Monday, November 4, 2013

I Sing the Bike Electric

A long, long, time ago, when Twitter did not exist and the Winklevoss twins were still in high school, I got into biking. Though I was 48 when I started, I had the power and speed of a longtime features writer. Even on trips with people who appeared to be in their late 70s I was last. My last long trip, which I took with my friend Herb, was in California wine country, when the temperature was in the low 90s.

“Have you noticed that the migrant workers are sitting under the shade while the two New Yorkers are out here trying to get up the hill?” I asked Herb, somewhere south of Bodega Bay.

About a half-hour later, dazed with heat and exhaustion, I fell on a ragged piece of pavement and broke my thumb. The next year, Herb and I started renting a house in the country.

It was in these years I learned the big lie of bike tour advertising: “gently rolling hills.” There are no gentle hills in biking. If it’s not a big, fat geographic lump that can be viewed from space and just about kills you it is not a hill. I spent a lot of time in France and Northern California and New Jersey walking up gently rolling hills.

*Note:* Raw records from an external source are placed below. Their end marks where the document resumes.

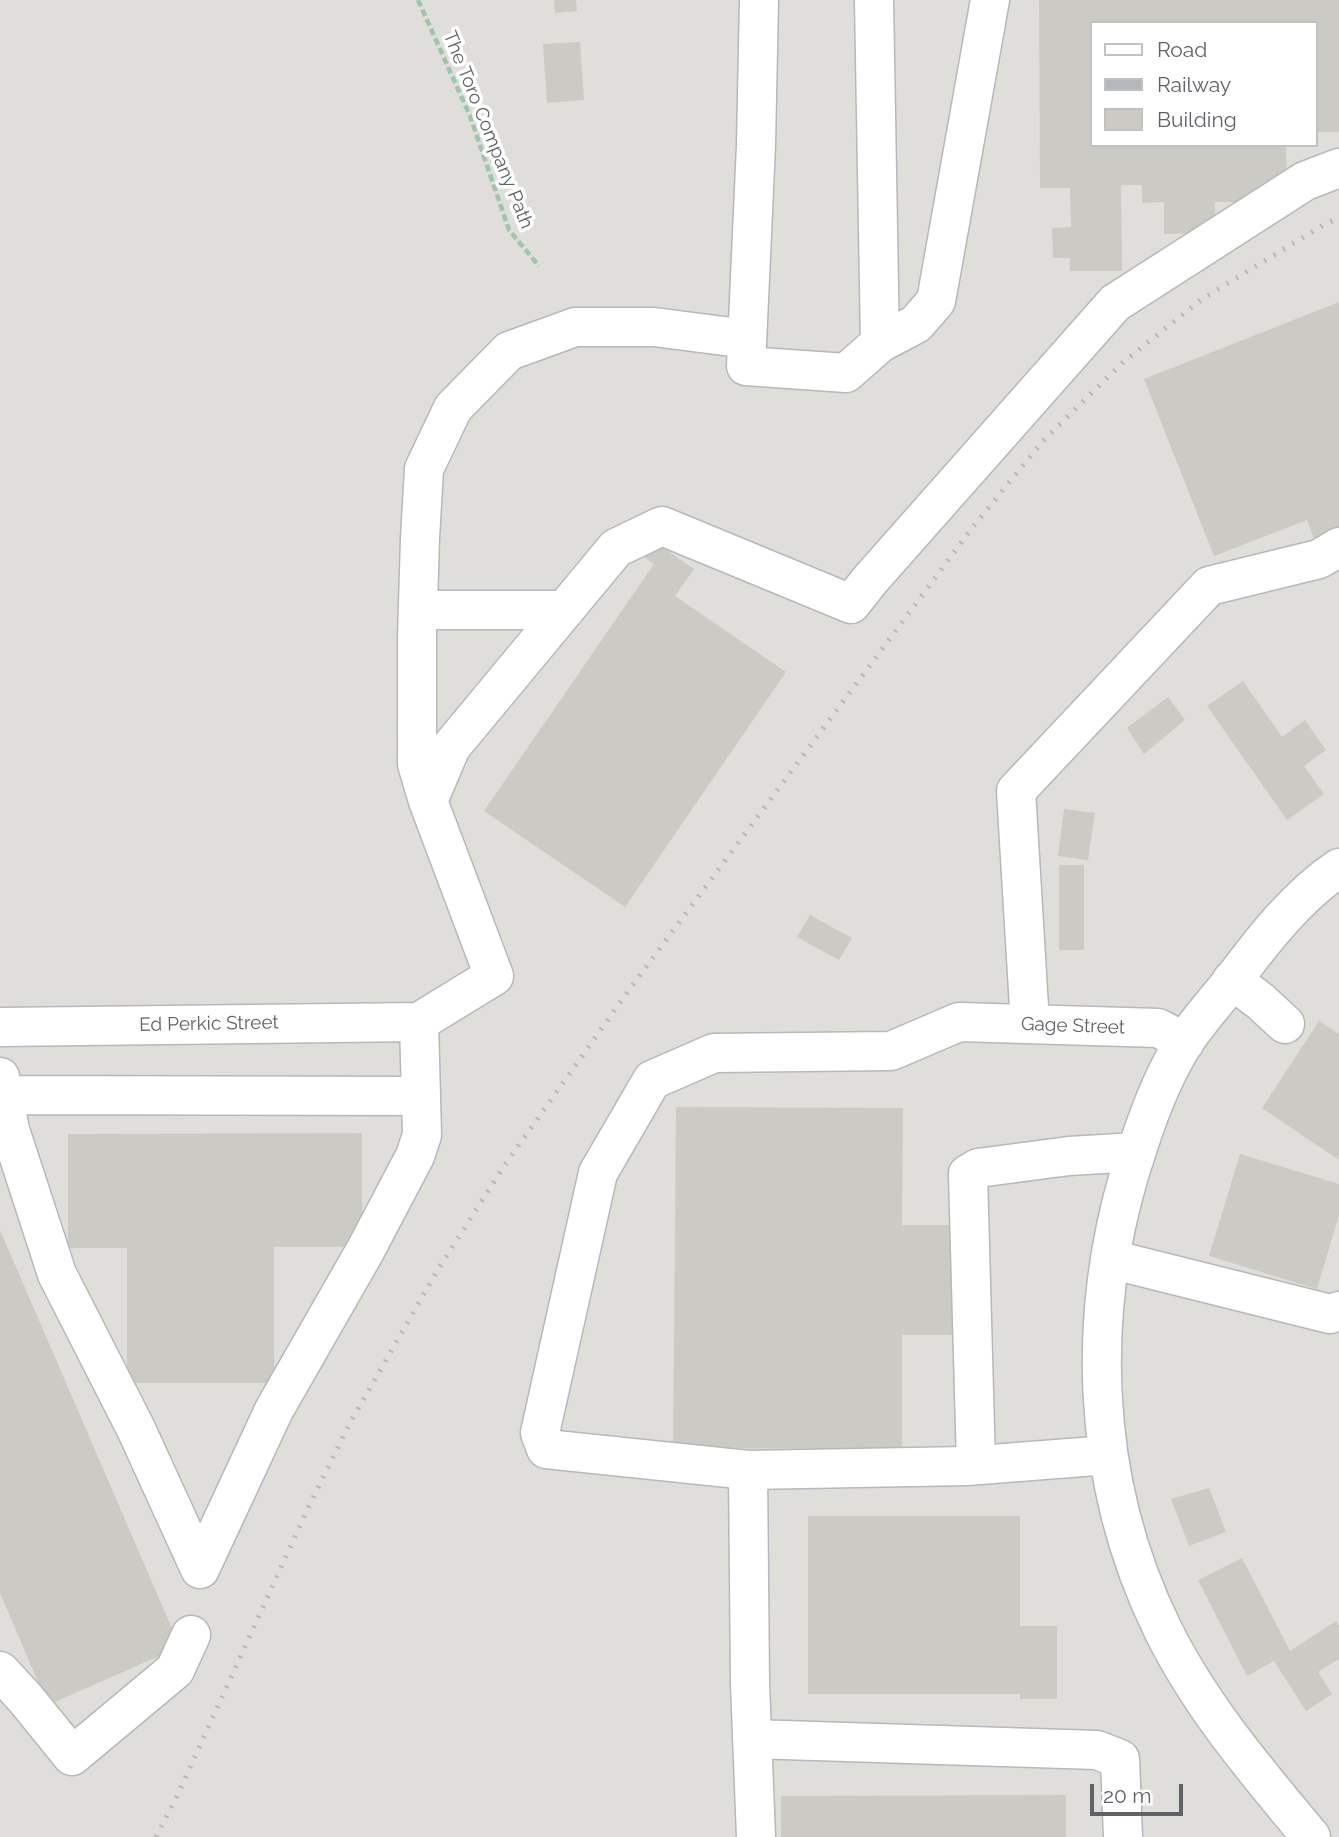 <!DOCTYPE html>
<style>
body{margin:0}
#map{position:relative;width:1339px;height:1837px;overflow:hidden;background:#f1efe8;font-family:Raleway,sans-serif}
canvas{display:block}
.legend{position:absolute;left:1090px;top:21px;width:228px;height:126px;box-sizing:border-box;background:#fff;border:2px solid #bfc1c3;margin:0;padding:9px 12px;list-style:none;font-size:21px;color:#5f6368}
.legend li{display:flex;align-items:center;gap:14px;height:35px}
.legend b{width:35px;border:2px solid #bfc1c3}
.scale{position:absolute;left:1090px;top:1784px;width:93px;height:32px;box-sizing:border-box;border:4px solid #5f6368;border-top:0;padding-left:9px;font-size:21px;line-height:24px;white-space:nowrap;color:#5f6368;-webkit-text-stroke:5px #fff;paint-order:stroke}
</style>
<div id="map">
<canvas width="1339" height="1837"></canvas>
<ul class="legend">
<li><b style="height:9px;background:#fff"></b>Road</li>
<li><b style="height:9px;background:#b6b7b8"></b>Railway</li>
<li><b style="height:19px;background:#cccac5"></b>Building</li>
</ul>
<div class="scale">20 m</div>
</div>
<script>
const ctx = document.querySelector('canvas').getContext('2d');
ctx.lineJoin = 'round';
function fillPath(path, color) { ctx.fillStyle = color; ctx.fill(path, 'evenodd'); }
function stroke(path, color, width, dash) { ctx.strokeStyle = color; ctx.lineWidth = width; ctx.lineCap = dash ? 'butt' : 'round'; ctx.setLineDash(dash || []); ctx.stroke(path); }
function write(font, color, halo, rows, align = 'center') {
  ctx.font = font + ' Raleway,sans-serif'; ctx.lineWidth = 7; ctx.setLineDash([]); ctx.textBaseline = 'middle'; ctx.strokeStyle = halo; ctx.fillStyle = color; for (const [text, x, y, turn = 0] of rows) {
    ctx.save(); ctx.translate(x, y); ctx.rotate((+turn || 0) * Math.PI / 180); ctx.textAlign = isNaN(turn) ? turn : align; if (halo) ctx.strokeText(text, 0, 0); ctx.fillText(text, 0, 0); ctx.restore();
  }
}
const industrial = new Path2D(`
 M 0,0 L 1339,0 L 1339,1837 L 0,1837 ZM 1092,23 L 1316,23 L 1316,145 L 1092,145 Z`);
const building = new Path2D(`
 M 554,0 L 576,0 L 577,11 L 555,13 Z
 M 1039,0 L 1339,0 L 1339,132 L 1316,132 L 1316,23 L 1092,23 L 1092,145 L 1286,145 L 1287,184 L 1268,202 L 1215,202 L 1215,233 L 1164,234 L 1164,202 L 1142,203 L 1142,185 L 1121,185 L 1122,271 L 1070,271 L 1070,258 L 1053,258 L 1052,228 L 1071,227 L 1070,188 L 1040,188 Z
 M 580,42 L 584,100 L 547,103 L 543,44 Z
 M 1339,302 L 1339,529 L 1314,539 L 1307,520 L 1214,556 L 1144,379 Z
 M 656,543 L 694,569 L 675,596 L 786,672 L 625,907 L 484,811 L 654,564 L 645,558 Z
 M 1243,681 L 1282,737 L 1305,720 L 1326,750 L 1304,766 L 1324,794 L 1287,820 L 1207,706 Z
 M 1168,697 L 1185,720 L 1144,754 L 1127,728 Z
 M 1064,809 L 1095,813 L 1088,860 L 1058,856 Z
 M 1059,865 L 1084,865 L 1084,950 L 1059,950 Z
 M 810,915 L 852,938 L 839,960 L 797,937 Z
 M 1319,1021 L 1339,1034 L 1339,1160 L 1262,1108 Z
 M 676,1107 L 903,1108 L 902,1225 L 956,1225 L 955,1335 L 902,1335 L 902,1449 L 673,1448 Z
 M 362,1133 L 362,1247 L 274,1247 L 274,1383 L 127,1383 L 127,1248 L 68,1248 L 68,1134 Z
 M 1240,1154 L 1339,1184 L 1339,1215 L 1317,1289 L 1209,1256 Z
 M 0,1230 L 180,1647 L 48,1705 L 0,1593 Z
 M 1209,1488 L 1226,1532 L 1189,1546 L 1171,1499 Z
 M 808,1516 L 1020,1516 L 1020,1626 L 1057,1626 L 1057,1699 L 1020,1699 L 1020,1694 L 808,1694 Z
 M 1242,1558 L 1290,1651 L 1336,1621 L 1339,1626 L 1339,1659 L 1318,1672 L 1332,1694 L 1306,1711 L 1274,1661 L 1247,1676 L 1198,1580 Z
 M 1066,1795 L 1066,1837 L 781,1837 L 781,1796 Z`);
const path = new Path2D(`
 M 418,0 L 470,116 L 509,230 L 539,266`);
const minor = new Path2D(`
 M 759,0 L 756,145 L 746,366 L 846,373 L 880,343 L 874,0
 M 880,343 L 916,324 L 936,301 L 990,0
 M 418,610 L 565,610
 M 428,801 L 417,764 L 417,638 L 420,538 L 424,469 L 453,408 L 509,351 L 575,327 L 654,327 L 747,339
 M 1232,980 L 1260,1001 L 1285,1024
 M 419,1022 L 494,976 L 428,801 L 451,747 L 616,548 L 662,526 L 851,604 L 870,580 L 1115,303 L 1305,181 L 1339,168
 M 1030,1024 L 1016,791 L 1209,586 L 1319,559 L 1339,547
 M 0,1027 L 419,1022
 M 0,1077 L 10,1130 L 57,1274 L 136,1429 L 200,1569 L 274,1410 L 365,1251 L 415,1156 L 422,1135 L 419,1022
 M 3,1095 L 421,1096
 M 1110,1259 L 1330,1314 L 1339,1311
 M 1108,1455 L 967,1466 L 748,1470 L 546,1449 L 540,1433 L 598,1173 L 652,1080 L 714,1053 L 891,1051 L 959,1022 L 1158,1028 L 1185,1042
 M 976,1465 L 968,1174 L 978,1168 L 1069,1156 L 1136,1152
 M 748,1470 L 750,1683 L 756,1837
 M 0,1671 L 25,1698 L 72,1756 L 175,1670 L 191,1635
 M 752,1739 L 1097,1750 L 1120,1759 L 1123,1837
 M 1311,1837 C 1257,1772 1201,1707 1163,1630 C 1089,1480 1084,1305 1138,1147 C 1149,1113 1166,1070 1185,1041 C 1199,1020 1217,1000 1233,980 C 1263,940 1297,896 1339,868`);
const rail = new Path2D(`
 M 156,1837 L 177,1796 L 307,1510 L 350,1423 L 437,1271 L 504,1166 L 629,990 L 972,528 L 1043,441 L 1122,363 L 1202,299 L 1325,224 L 1339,218`);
const streetNames = [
 ["The Toro Company Path",488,130,68],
 ["Ed Perkic Street",209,1024,-1],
 ["Gage Street",1073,1026,2]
];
fillPath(industrial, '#e0deda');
fillPath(building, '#cccac5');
stroke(minor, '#b5b8bc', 41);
stroke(path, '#9cc7a9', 4.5, [7, 3.5]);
stroke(minor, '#fff', 38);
stroke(rail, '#b6b7b8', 5, [2, 9]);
write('19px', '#5f6368', '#fff', streetNames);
</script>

This was why I was enchanted, a while back, to notice that some bike tour outfits, like Butterfield & Robinson, were offering electric motorized bikes or e-bikes. I couldn’t rent any e-bikes in New York City because while the city now has a bike-share program that encourages helmetless tourists to drive into buses and federal law allows e-bikes as long as they don’t go over 20 miles an hour, riding an e-bike here can get you a $500 fine. You can buy the bikes here, you just can’t ride them. The impetus was said to be speeding food delivery guys, though from what I see on the street nobody told them.

I find an e-bike company called Pedego, based in Irvine, Calif., whose 56-year-old chief executive, Don DiCostanzo, arranges a loan. His boomer work-out philosophy:

“We want to get some exercise and we don’t want to work too hard at it.”

His Brooklyn-based dealer, Damon Victor, at Greenpath Electric Bikes, who sells throughout the northeast United States, delivers two bikes: the Step-Thru Interceptor and the City Commuter, both of which retail for $2,895. They are gorgeous, with leather seats and handlebars. They are also enormous, the Clydesdales of biking, both weighing in at just under 60 pounds. The bike I normally ride, a Terry Symmetry, is 22 pounds.

You can ride these bikes with no motorized assistance, with occasional assistance with the turn of a hand throttle adjacent to the right handlebar, or with the push of a button near the left handlebar, which gives you constant pedal assistance in four levels up to 20 miles an hour. My average speed is 8. Damon gives me a sidewalk lesson punctuated by my hollering when I switch into a power mode and the bike rockets off. I am not used to a bike doing so much when I do nothing. In a way, it’s like a vibrator.